**WORK TO COMPLETE**
Your task is to copy every line of the entries that contains "sans".

╭─ RECORDS FOR THE EXERCISE

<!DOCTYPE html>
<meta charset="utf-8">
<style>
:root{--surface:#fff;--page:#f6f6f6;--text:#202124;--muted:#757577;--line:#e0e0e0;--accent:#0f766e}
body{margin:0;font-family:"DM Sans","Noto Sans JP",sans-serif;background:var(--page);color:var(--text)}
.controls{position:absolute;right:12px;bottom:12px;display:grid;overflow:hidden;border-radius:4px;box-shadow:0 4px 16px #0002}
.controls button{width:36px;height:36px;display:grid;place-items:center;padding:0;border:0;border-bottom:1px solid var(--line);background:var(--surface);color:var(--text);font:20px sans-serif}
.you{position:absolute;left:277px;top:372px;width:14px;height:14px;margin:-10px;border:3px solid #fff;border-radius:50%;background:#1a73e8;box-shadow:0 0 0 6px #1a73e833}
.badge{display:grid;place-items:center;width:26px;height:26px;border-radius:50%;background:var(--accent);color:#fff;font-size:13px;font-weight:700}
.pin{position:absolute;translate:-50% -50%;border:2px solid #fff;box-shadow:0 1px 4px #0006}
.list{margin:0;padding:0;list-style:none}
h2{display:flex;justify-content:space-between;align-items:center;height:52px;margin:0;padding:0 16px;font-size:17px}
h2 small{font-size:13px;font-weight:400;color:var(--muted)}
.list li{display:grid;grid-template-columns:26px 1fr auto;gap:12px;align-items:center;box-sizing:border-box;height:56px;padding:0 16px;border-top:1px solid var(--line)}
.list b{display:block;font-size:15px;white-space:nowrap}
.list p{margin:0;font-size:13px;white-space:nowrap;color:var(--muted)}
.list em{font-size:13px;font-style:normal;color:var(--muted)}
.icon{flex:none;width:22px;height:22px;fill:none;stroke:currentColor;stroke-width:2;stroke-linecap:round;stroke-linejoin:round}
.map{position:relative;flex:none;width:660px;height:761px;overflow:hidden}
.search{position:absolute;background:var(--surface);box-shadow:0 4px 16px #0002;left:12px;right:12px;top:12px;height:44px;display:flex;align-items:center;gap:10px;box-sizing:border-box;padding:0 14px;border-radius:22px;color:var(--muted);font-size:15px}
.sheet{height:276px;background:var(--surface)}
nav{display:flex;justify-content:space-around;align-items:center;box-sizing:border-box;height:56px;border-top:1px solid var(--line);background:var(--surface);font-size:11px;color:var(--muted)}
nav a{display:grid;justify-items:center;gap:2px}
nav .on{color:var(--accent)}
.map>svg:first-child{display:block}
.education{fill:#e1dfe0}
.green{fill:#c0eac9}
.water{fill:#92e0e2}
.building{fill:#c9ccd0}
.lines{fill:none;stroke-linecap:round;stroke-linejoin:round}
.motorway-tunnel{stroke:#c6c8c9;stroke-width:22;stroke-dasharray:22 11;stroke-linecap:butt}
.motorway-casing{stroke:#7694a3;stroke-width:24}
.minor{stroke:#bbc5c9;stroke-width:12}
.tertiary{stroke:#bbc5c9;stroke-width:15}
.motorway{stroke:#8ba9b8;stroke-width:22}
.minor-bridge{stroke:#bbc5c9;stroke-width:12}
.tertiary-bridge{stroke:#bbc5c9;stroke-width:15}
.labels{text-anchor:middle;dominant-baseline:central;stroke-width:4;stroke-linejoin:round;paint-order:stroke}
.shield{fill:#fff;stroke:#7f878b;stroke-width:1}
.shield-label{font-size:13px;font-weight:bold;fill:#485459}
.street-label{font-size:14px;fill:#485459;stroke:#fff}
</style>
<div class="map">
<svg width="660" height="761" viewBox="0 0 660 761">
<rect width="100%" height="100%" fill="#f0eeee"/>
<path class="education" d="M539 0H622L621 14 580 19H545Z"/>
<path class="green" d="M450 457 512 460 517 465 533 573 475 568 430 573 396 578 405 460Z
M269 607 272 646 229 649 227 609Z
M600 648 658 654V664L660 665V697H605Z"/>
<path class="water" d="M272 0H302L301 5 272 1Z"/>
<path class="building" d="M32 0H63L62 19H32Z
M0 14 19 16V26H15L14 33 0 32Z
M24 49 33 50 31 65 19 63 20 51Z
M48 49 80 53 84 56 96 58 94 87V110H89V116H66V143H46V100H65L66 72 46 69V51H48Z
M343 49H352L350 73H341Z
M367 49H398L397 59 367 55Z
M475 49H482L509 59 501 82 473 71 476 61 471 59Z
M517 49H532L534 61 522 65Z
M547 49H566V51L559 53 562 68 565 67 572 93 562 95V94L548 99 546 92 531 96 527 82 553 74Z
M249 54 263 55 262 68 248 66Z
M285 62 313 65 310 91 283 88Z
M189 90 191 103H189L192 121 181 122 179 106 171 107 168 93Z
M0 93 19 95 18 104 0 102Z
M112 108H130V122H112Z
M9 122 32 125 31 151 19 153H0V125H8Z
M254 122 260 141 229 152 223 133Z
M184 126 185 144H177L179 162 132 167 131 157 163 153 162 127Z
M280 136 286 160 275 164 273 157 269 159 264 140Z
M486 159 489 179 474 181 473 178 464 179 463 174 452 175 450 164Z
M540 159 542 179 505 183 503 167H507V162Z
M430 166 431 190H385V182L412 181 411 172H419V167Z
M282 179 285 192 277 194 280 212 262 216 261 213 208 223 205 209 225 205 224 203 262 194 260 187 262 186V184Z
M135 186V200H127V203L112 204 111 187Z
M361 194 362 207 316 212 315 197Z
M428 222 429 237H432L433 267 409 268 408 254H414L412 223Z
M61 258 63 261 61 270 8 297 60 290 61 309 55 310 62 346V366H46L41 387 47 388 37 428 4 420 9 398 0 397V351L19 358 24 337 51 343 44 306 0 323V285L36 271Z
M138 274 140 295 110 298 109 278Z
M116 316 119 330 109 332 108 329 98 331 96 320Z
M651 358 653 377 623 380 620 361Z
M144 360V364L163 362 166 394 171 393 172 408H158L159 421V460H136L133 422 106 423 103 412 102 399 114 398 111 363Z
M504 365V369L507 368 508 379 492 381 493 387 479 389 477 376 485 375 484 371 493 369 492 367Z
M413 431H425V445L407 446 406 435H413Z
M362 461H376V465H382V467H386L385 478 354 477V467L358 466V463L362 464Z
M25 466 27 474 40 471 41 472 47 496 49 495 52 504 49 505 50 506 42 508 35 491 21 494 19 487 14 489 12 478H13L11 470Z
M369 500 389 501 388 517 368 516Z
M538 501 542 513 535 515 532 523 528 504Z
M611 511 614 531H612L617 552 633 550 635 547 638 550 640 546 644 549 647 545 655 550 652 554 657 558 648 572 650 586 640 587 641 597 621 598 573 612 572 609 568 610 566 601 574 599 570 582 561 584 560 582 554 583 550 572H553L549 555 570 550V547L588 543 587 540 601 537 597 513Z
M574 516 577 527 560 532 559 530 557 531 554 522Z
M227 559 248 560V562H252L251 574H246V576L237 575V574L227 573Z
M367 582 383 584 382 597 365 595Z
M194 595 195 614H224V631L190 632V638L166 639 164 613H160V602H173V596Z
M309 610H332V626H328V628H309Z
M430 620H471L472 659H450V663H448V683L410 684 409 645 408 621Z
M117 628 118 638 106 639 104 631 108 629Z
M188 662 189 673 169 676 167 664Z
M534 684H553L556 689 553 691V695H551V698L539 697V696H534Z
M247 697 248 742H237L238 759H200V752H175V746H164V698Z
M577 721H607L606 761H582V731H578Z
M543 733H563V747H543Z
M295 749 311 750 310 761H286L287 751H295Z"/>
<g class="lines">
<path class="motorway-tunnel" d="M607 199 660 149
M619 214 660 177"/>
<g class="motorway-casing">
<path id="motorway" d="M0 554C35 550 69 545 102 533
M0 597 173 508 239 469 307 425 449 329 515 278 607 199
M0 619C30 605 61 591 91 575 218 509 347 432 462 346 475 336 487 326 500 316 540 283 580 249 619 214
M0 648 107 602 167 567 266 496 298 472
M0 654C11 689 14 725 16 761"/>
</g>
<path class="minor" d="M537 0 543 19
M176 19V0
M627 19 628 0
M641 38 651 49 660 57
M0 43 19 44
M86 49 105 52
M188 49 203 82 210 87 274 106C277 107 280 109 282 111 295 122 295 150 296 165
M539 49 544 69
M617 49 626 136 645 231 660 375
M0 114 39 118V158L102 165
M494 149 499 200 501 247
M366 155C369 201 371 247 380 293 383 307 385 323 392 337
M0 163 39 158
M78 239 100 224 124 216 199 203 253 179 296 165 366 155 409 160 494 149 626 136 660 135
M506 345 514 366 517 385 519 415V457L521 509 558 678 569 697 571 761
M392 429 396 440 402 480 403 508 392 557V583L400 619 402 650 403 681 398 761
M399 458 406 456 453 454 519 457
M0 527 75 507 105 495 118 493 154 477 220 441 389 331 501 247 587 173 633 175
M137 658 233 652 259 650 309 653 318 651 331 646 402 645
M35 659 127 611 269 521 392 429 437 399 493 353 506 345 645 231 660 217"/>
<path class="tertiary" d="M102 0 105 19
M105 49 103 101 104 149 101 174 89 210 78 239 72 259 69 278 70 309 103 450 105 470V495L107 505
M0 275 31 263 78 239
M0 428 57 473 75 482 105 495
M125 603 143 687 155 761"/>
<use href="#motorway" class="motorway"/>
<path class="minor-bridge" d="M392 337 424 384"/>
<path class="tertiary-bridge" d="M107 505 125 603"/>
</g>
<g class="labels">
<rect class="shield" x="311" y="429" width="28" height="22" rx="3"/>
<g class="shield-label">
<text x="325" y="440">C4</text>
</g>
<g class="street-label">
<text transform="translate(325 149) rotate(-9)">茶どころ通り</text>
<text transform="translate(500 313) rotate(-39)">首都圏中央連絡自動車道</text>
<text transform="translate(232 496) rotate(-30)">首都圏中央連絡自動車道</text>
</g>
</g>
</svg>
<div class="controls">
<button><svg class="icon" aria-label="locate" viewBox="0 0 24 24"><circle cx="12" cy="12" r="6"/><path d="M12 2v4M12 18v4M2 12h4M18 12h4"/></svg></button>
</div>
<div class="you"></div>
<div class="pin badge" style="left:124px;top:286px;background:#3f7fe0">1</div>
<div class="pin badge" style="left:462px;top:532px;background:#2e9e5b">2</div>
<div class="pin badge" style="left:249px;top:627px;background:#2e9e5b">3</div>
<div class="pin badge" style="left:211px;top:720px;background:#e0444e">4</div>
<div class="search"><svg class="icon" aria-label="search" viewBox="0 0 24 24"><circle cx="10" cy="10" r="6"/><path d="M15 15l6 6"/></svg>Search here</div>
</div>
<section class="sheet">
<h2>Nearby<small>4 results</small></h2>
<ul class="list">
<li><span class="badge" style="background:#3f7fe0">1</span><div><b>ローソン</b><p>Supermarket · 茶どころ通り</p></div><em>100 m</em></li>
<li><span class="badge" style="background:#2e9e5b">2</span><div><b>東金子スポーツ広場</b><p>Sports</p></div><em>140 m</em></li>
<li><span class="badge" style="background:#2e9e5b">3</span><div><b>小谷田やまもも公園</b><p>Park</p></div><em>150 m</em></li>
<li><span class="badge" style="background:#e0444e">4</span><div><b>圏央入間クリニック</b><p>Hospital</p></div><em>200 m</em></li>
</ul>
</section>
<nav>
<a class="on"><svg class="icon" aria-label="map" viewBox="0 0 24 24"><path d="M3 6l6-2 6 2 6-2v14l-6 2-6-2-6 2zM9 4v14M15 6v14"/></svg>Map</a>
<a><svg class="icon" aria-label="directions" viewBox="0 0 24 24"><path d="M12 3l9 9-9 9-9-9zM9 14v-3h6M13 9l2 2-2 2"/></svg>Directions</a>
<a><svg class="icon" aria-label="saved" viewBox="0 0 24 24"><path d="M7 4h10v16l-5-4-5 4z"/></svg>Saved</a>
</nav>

╰─

**RESPONSE TO THE TASK**
body{margin:0;font-family:"DM Sans","Noto Sans JP",sans-serif;background:var(--page);color:var(--text)}
.controls button{width:36px;height:36px;display:grid;place-items:center;padding:0;border:0;border-bottom:1px solid var(--line);background:var(--surface);color:var(--text);font:20px sans-serif}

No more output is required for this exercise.